Work instruction: The required output is a copy of each line in the material below that includes "rotate".
-*-
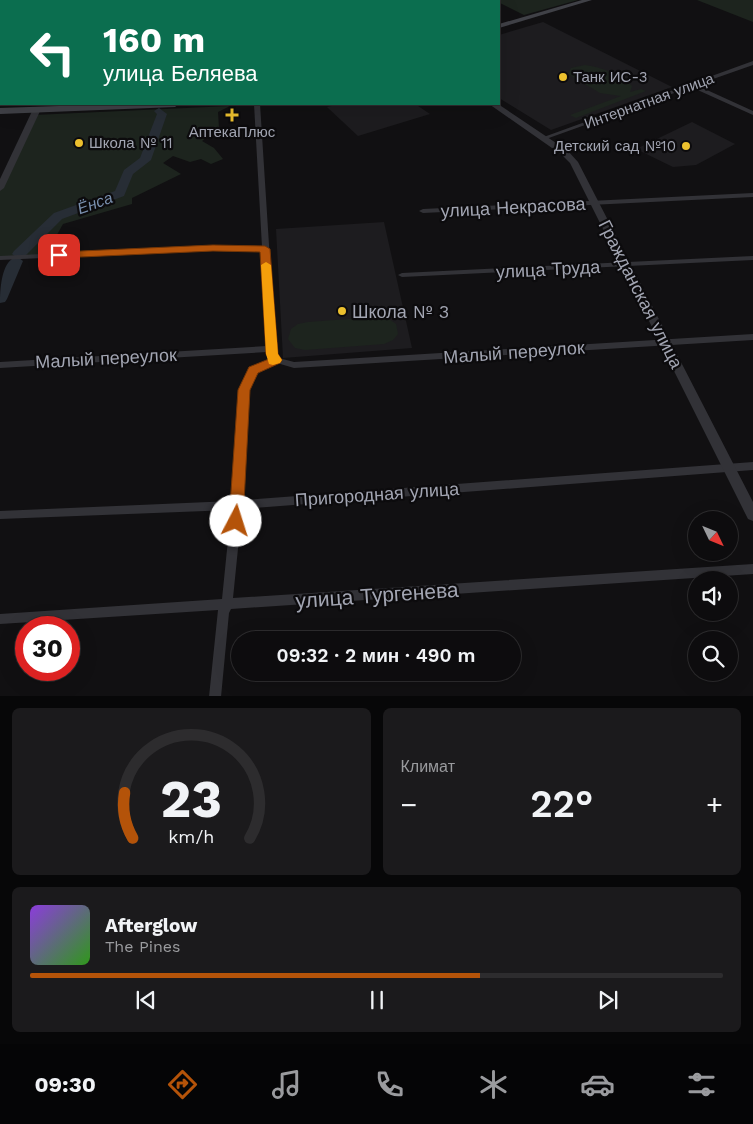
<!DOCTYPE html>
<html lang="ru">
<meta charset="utf-8">
<style>
:root{--surface:#0d0c0e;--page:#1b1a1c;--text:#f1f3f6;--muted:#9a9b9e;--line:#2d2c2e;--accent:#b45309}
body{margin:0;font-family:"Work Sans",sans-serif;background:var(--page);color:var(--text);height:100vh;display:flex;flex-direction:column;font-size:19px;white-space:nowrap}
*{box-sizing:border-box;margin:0}
p{font-size:16px;color:var(--muted)}
.icon{flex:none;width:28px;height:28px;fill:none;stroke:currentColor;stroke-width:2;stroke-linecap:round;stroke-linejoin:round}
.map{position:relative;height:696px;overflow:hidden}
.details{display:flex;flex-direction:column;gap:12px;padding:12px;background:#070708;flex:1}
.details>*{flex:none}
.guide{position:absolute;left:0px;top:0px;width:500px;height:105px;box-shadow:0 5px 20px #0002,0 0 0 1px var(--line);background:#0b6e4f;color:#fff;overflow:hidden}
.needle{width:32px;rotate:133deg}
.fabs{position:absolute;left:688px;top:511px;display:grid;gap:10px}
.fabs a{display:grid;place-items:center;width:50px;height:50px;border-radius:50%;background:var(--surface);box-shadow:0 5px 20px #0002,0 0 0 1px var(--line);font-size:25px}
.speed{position:absolute;left:15px;top:616px;display:flex;gap:10px;font-size:25px;font-weight:700;text-align:center}
.speed>*{display:grid;place-content:center;width:65px;height:65px;border-radius:50%;background:var(--surface);box-shadow:0 5px 20px #0002,0 0 0 1px var(--line);line-height:1}
.speed .limit{border:8px solid #d22;background:#fff;color:#111}
.pin{position:absolute;display:grid;place-items:center;width:42px;height:42px;color:#fff;margin:-21px;border-radius:10px;box-shadow:0 2px 8px #0006}
.me{position:absolute;width:55px;margin:-28px;rotate:5deg;stroke-linejoin:round;filter:drop-shadow(0 0 4px #0008)}
.turn{display:flex;align-items:center;gap:18px;height:105px;padding:0 20px;font-size:22px}
.turn .icon{width:65px;height:65px;stroke-width:2.5}
.turn b{display:block;font-size:35px;line-height:42px}
.big{font-size:38px;font-weight:600;line-height:1.1}
.details .card{flex:1;display:flex;flex-direction:column;justify-content:center;gap:8px;min-width:0;padding:0 18px;border-radius:8px;background:var(--page)}
.details .dial{align-items:center;gap:0}
.dial svg{height:130px;overflow:visible;fill:none;stroke:var(--line);stroke-width:7;stroke-linecap:round;text-anchor:middle}
.dial text{fill:var(--text);stroke:none}
.song{display:flex;align-items:center;gap:15px}
.cover{width:60px;height:60px;border-radius:8px;background:linear-gradient(135deg,hsl(270 70% 55%),hsl(110 70% 35%))}
.played{height:5px;border-radius:2px;background:linear-gradient(90deg,var(--accent) 65%,var(--line) 65%)}
.keys{display:flex;justify-content:space-around;direction:ltr}
.heat{display:flex;justify-content:space-between;align-items:center;font-size:28px;direction:ltr}
.details .tiles{flex:1;display:grid;gap:12px;grid-template-columns:1fr 1fr}
.card:last-child{grid-column:span 2}
.trip{position:absolute;left:231px;top:631px;width:290px;height:50px;border-radius:25px;background:var(--surface);box-shadow:0 5px 20px #0002,0 0 0 1px var(--line);font-weight:600;line-height:50px;text-align:center}
.tab-bar{display:flex;height:80px;justify-content:space-around;align-items:center;background:#050506;color:var(--muted)}
.tab-bar .icon{width:35px;height:35px}
.tab-bar .selected{color:var(--accent)}
.tab-bar b{font-size:22px;color:var(--text)}
.map>svg:first-child{display:block}
.built{fill:#1d1c1f}
.green{fill:#1d241e}
.lines{fill:none;stroke-linecap:round;stroke-linejoin:round}
.river{fill:#272d35;fill-rule:evenodd}
.minor{fill:#323237;fill-rule:evenodd}
.tertiary{fill:#323237;fill-rule:evenodd}
.secondary{fill:#404147;fill-rule:evenodd}
.route{fill:#b45309;stroke:#753606}
.slow{fill:#f59e0b}
.poi-dot{fill:#ecc02e;stroke:#0c0b0d;stroke-width:2}
.labels{text-anchor:middle;dominant-baseline:central;stroke-width:4.5;stroke-linejoin:round;paint-order:stroke}
.far-poi-label{font-size:15px;fill:#a2a5b2;stroke:#0c0b0d;text-anchor:start}
.far-street-label{font-size:15px;fill:#a2a5b2;stroke:#0c0b0d}
.far-water-label{font-size:16px;font-style:italic;fill:#798fad;stroke:#0c0b0d}
.street-label{font-size:18px;fill:#a2a5b2;stroke:#0c0b0d}
.poi-label{font-size:18px;fill:#a2a5b2;stroke:#0c0b0d;text-anchor:start}
.near-street-label{font-size:21px;fill:#a2a5b2;stroke:#0c0b0d}
</style>
<div class="map">
<svg width="753" height="697" viewBox="0 0 753 697">
<rect width="100%" height="100%" fill="#111012"/>
<g class="built">
<polygon points="543,22 672,87 551,130 499,98 499,35"/>
<polygon points="340,104 415,104 430,114 358,136 327,107"/>
<polygon points="692,122 735,144 696,165 673,167 636,149"/>
<polygon points="384,222 412,348 283,358 276,229"/>
</g>
<g class="green">
<polygon points="494,0 578,0 524,15"/>
<polygon points="697,0 753,0 753,22"/>
<path d="M585 65C601 67 621 75 632 86L630 92 641 89 646 91 576 118 570 115 621 96 600 93 568 74 571 68Z"/>
<polygon points="230,106 218,112 219,128 202,141 214,148 223,159 211,164 201,159 190,162 173,156 163,163 181,174 132,198 132,204 63,224 45,256 0,258 0,188 34,115"/>
<polygon points="375,317 389,319 396,324 398,334 393,340 384,344 305,350 295,348 288,339 291,329 298,324 308,322"/>
</g>
<g class="lines">
<path class="river" d="M159 108 167 114 151 160 133 174 124 196 62 219 24 257 19 258 23 261 7 299 5 302 0 303C0 291 1 261 16 257L12 254 14 251 54 213 115 191 124 170 140 158 157 114 154 111Z"/>
<g class="minor">
<polygon points="279,0 285,0 285,1 280,1"/>
<polygon points="330,0 336,0 336,1 331,1"/>
<polygon points="753,61 753,65 696,85 753,111 753,115 691,87 546,139 541,138"/>
<polygon points="254,104 260,104 276,354 279,358 294,362 753,334 753,340 294,368 277,363 257,372 249,390 243,500 753,462 753,470 242,509 233,598 753,564 753,574 231,609 229,613 221,697 209,697 218,610 0,624 0,614 222,599 231,510 0,519 0,511 232,501 239,390 251,368 271,359 267,352 0,368 0,362 267,346 262,251 213,250 0,260 0,256 213,246 262,247"/>
<polygon points="753,193 753,197 423,213 419,211 423,209"/>
<polygon points="753,256 753,260 402,277 398,275 402,273"/>
</g>
<g class="tertiary">
<polygon points="489,104 498,104 568,151 578,162 753,502 753,521 748,519 570,163 562,155"/>
<polygon points="34,107 41,109 4,188 0,191 0,179"/>
</g>
<g class="secondary">
<polygon points="582,0 592,0 499,28 499,24"/>
<polygon points="117,104 179,104 175,107 0,114 0,108"/>
</g>
</g>
<polygon class="route" points="213,245 265,246 270,249 278,354 282,360 280,363 258,373 250,390 243,521 241,525 236,527 231,525 229,521 238,390 249,367 269,359 266,354 260,252 213,251 59,258 54,255 59,252"/>
<polygon class="slow" points="266,262 271,265 278,354 282,360 280,363 273,365 269,364 266,354 261,265"/>
<g class="poi-dot">
<circle cx="563" cy="77" r="5"/>
<path d="M229.5 107.5h5v5h5v5h-5v5h-5v-5h-5v-5h5z"/>
<circle cx="79" cy="143" r="5"/>
<circle cx="686" cy="146" r="5"/>
<circle cx="342" cy="311" r="5"/>
</g>
<g class="labels">
<g class="far-poi-label">
<text x="573" y="77">Танк ИС-3</text>
<text x="232" y="132" text-anchor="middle">АптекаПлюс</text>
<text x="89" y="143">Школа № 11</text>
<text x="676" y="146" text-anchor="end">Детский сад №10</text>
</g>
<g class="far-street-label">
<text transform="translate(649 101) rotate(-20)">Интернатная улица</text>
</g>
<g class="far-water-label">
<text transform="translate(95 203) rotate(-20)">Ёнса</text>
</g>
<g class="street-label">
<text transform="translate(513 207) rotate(-3)">улица Некрасова</text>
<text transform="translate(548 269) rotate(-3)">улица Труда</text>
<text transform="translate(641 294) rotate(63)">Гражданская улица</text>
<text transform="translate(514 352) rotate(-4)">Малый переулок</text>
<text transform="translate(106 358) rotate(-3)">Малый переулок</text>
<text transform="translate(377 494) rotate(-4)">Пригородная улица</text>
</g>
<g class="poi-label">
<text x="352" y="311">Школа № 3</text>
</g>
<g class="near-street-label">
<text transform="translate(377 595) rotate(-4)">улица Тургенева</text>
</g>
</g>
</svg>
<div class="fabs">
<a><svg class="needle" viewBox="-14 -14 28 28"><path d="M0-13l5 13h-10z" fill="#e53935"/><path d="M0 13l5-13h-10z" fill="#9a9b9e"/></svg></a>
<a><svg class="icon" aria-label="sound" viewBox="0 0 24 24"><path d="M4 9h4l5-4v14l-5-4H4zM17 9q2 3 0 6"/></svg></a>
<a><svg class="icon" aria-label="search" viewBox="0 0 24 24"><circle cx="10" cy="10" r="6"/><path d="M15 15l6 6"/></svg></a>
</div>
<div class="speed"><div class="limit">30</div></div>
<div class="pin" style="left:59px;top:255px;background:#d93025"><svg class="icon" aria-label="arrive" viewBox="0 0 24 24"><path d="M6 21V4h12l-3 4 3 4H6"/></svg></div>
<svg class="me" style="left:236px;top:521px" viewBox="-20 -20 40 40"><circle r="19" fill="#fff"/><path d="M0-13L10 11 0 6-10 11z" fill="#b45309"/></svg>
<div class="trip">09:32 · 2 мин · 490 m</div>
<div class="guide">
<div class="turn"><svg class="icon" aria-label="left" viewBox="0 0 24 24"><path d="M17 20v-9H6M10 6l-5 5 5 5"/></svg><div><b>160 m</b>улица Беляева</div></div>
</div>
</div>
<section class="details">
<div class="tiles">
<div class="card dial"><svg viewBox="0 0 100 80">
<path d="M14 69A42 42 0 1 1 86 69"/>
<path d="M14 69A42 42 0 0 1 9 41" stroke="#b45309"/>
<text x="50" y="56" font-size="32" font-weight="700">23</text>
<text x="50" y="72" font-size="11">km/h</text>
</svg></div>
<div class="card"><p>Климат</p>
<div class="heat"><a>−</a><b class="big">22°</b><a>+</a></div>
</div>
<div class="card">
<div class="song"><i class="cover"></i><div><b>Afterglow</b><p>The Pines</p></div></div>
<div class="played"></div>
<div class="keys"><svg class="icon" aria-label="previous" viewBox="0 0 24 24"><path d="M18 5L8 12l10 7zM5 5v14"/></svg><svg class="icon" aria-label="pause" viewBox="0 0 24 24"><path d="M8 5v14M16 5v14"/></svg><svg class="icon" aria-label="next" viewBox="0 0 24 24"><path d="M6 5l10 7-10 7zM19 5v14"/></svg></div>
</div>
</div>
</section>
<nav class="tab-bar">
<b>09:30</b>
<svg class="icon selected" aria-label="directions" viewBox="0 0 24 24"><path d="M12 3l9 9-9 9-9-9zM9 14v-3h6M13 9l2 2-2 2"/></svg>
<svg class="icon" aria-label="music" viewBox="0 0 24 24"><path d="M9 18V5l10-2v13"/><circle cx="6" cy="18" r="3"/><circle cx="16" cy="16" r="3"/></svg>
<svg class="icon" aria-label="phone" viewBox="0 0 24 24"><path d="M5 4h4l2 5-3 2q2 4 5 5l2-3 5 2v4C11 20 4 13 5 4z"/></svg>
<svg class="icon" aria-label="climate" viewBox="0 0 24 24"><path d="M12 3v18M4 7l16 10M4 17L20 7"/></svg>
<svg class="icon" aria-label="car" viewBox="0 0 24 24"><path d="M5 17H2v-5l4-1 3-4h7l3 4 3 1v5h-3M9 17h6M6 11h13"/><circle cx="7" cy="17" r="2"/><circle cx="17" cy="17" r="2"/></svg>
<svg class="icon" aria-label="filters" viewBox="0 0 24 24"><path d="M4 7h16M4 17h16"/><circle cx="9" cy="7" r="2"/><circle cx="15" cy="17" r="2"/></svg>
</nav>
-*-
Exercise answer:
.needle{width:32px;rotate:133deg}
.me{position:absolute;width:55px;margin:-28px;rotate:5deg;stroke-linejoin:round;filter:drop-shadow(0 0 4px #0008)}
<text transform="translate(649 101) rotate(-20)">Интернатная улица</text>
<text transform="translate(95 203) rotate(-20)">Ёнса</text>
<text transform="translate(513 207) rotate(-3)">улица Некрасова</text>
<text transform="translate(548 269) rotate(-3)">улица Труда</text>
<text transform="translate(641 294) rotate(63)">Гражданская улица</text>
<text transform="translate(514 352) rotate(-4)">Малый переулок</text>
<text transform="translate(106 358) rotate(-3)">Малый переулок</text>
<text transform="translate(377 494) rotate(-4)">Пригородная улица</text>
<text transform="translate(377 595) rotate(-4)">улица Тургенева</text>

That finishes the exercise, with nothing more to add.